Enable renormalize(naive) routing for fp8 per-tensor by IwakuraRein · Pull Request #2030 · flashinfer-ai/flashinfer

IwakuraRein · 2025-11-03T23:42:56Z

📌 Description

Disable expert weights in the FC1 except for Llama routing.

🔍 Related Issues

🚀 Pull Request Checklist

Thank you for contributing to FlashInfer! Before we review your pull request, please make sure the following items are complete.

✅ Pre-commit Checks

I have installed pre-commit by running pip install pre-commit (or used your preferred method).
I have installed the hooks with pre-commit install.
I have run the hooks manually with pre-commit run --all-files and fixed any reported issues.

If you are unsure about how to set up pre-commit, see the pre-commit documentation.

🧪 Tests

Tests have been added or updated as needed.
All tests are passing (unittest, etc.).

Reviewer Notes

Summary by CodeRabbit

Bug Fixes
- Made token_scales available for Llama4 routing.
- Corrected GEMM1 input so the proper data is used during MoE processing.
Tests
- Added FP8PerTensorMoe to test parameterization.
- Expanded coverage for Renormalize, DeepSeekV3, Qwen3 and Llama4 routing configurations.

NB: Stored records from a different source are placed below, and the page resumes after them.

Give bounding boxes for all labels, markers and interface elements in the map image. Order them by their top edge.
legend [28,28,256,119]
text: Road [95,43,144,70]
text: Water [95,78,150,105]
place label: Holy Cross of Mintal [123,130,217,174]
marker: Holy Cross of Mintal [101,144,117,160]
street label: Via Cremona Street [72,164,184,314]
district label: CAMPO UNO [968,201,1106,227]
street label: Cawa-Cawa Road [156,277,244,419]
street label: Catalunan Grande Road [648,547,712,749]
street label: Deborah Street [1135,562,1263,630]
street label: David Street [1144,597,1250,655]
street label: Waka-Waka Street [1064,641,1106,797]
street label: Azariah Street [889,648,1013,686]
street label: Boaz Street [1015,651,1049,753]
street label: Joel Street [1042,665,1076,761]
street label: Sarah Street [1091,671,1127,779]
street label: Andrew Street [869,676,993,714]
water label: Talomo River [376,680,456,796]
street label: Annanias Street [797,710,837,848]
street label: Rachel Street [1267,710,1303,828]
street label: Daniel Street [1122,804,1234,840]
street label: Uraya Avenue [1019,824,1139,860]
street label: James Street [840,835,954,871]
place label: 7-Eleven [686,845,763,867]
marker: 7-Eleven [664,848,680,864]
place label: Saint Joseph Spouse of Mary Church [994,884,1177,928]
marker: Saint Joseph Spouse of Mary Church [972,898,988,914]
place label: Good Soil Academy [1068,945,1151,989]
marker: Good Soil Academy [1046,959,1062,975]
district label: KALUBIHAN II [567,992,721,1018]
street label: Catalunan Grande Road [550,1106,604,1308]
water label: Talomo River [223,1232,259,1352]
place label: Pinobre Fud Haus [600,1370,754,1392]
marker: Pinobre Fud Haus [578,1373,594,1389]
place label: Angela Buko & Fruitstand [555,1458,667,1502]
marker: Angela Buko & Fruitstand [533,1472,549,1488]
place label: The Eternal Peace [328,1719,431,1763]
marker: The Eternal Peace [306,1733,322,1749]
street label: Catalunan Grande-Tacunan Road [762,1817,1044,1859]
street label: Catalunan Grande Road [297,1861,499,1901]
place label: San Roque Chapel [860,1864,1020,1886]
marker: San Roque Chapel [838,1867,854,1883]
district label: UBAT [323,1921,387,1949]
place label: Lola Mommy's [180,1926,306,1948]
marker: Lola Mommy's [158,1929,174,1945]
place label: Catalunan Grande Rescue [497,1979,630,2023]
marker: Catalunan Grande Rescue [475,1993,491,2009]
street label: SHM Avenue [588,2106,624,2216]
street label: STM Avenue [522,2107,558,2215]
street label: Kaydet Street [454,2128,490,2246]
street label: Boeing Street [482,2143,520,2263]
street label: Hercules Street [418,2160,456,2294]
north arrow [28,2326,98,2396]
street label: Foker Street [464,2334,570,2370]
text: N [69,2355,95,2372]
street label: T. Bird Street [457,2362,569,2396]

coderabbitai · 2025-11-03T23:43:05Z

Walkthrough

Expose a new token_scales pointer in the MoE workspace, set it from expert_weights.data_ptr() in launcher paths when routing_method_type is Llama4, consume token_scales in the PermuteGemm1 call instead of expert_weights, and add FP8PerTensorMoe to MoE test parameterizations.

Changes

Cohort / File(s)	Summary
Kernel launcher modifications `csrc/trtllm_fused_moe_kernel_launcher.cu`	In `Fp8PerTensorLauncher::prepare_routing`, when `routing_method_type == Llama4` assign `workspace.token_scales = expert_weights.data_ptr()` so `token_scales` can be consumed by permuteGemm1; no other flow or error-handling changes.
Runner modifications `csrc/trtllm_fused_moe_runner.cu`	In `Runner::run`, change the `mPermuteGemm1.run` call to pass `workspace.token_scales` (instead of `workspace.expert_weights`) as the GEMM1 input and adjust subsequent argument ordering accordingly.
Header / workspace struct `include/flashinfer/trtllm/fused_moe/runner.h`	Add `void* token_scales = nullptr;` to `MoEWorkspace` with comment indicating it is consumed by the `permuteGemm1` kernel; clarify `expert_weights` remains used by finalize.
Test coverage expansion `tests/moe/test_trtllm_gen_fused_moe.py`	Add `FP8PerTensorMoe` (id `FP8_Tensor`) to parameterized MoE tests and include it among compatible implementations for Qwen3, Renormalize, Qwen3_next, DeepSeekV3, and Llama4 routing scenarios.

Sequence Diagram

sequenceDiagram
    autonumber
    participant Launcher as Kernel Launcher
    participant Workspace as MoE Workspace
    participant Runner as PermuteGemm1
    participant Finalize as Finalize Kernel

    Note over Launcher: check routing_method_type
    alt routing_method_type == Llama4
        Launcher->>Workspace: workspace.token_scales = expert_weights.data_ptr()
    else other routing
        Launcher->>Workspace: token_scales left nullptr/unmodified
    end

    Launcher->>Workspace: prepare workspace
    Workspace->>Runner: mPermuteGemm1.run(input = token_scales, ...)
    Runner->>Runner: permute / GEMM using token_scales
    Workspace->>Finalize: provide expert_weights for finalize
    Finalize->>Finalize: finalize outputs

Estimated code review effort

🎯 3 (Moderate) | ⏱️ ~20 minutes

Focus areas:
- Verify the Llama4 conditional is applied in all relevant launcher paths.
- Confirm token_scales lifetime and memory layout from expert_weights.data_ptr() matches permuteGemm1 expectations.
- Check mPermuteGemm1.run argument reordering for correct parameter mapping.
- Review added test parametrizations for correctness and coverage.

Suggested reviewers

cyx-6
wenscarl
djmmoss
yzh119
joker-eph
aleozlx
jiahanc

Poem

🐇 I found a pointer, light and neat,
I set token_scales to guide the feat.
GEMM1 takes a hop, the kernels sing,
Tests applaud the tiny spring.
🥕

Pre-merge checks and finishing touches

❌ Failed checks (2 warnings, 1 inconclusive)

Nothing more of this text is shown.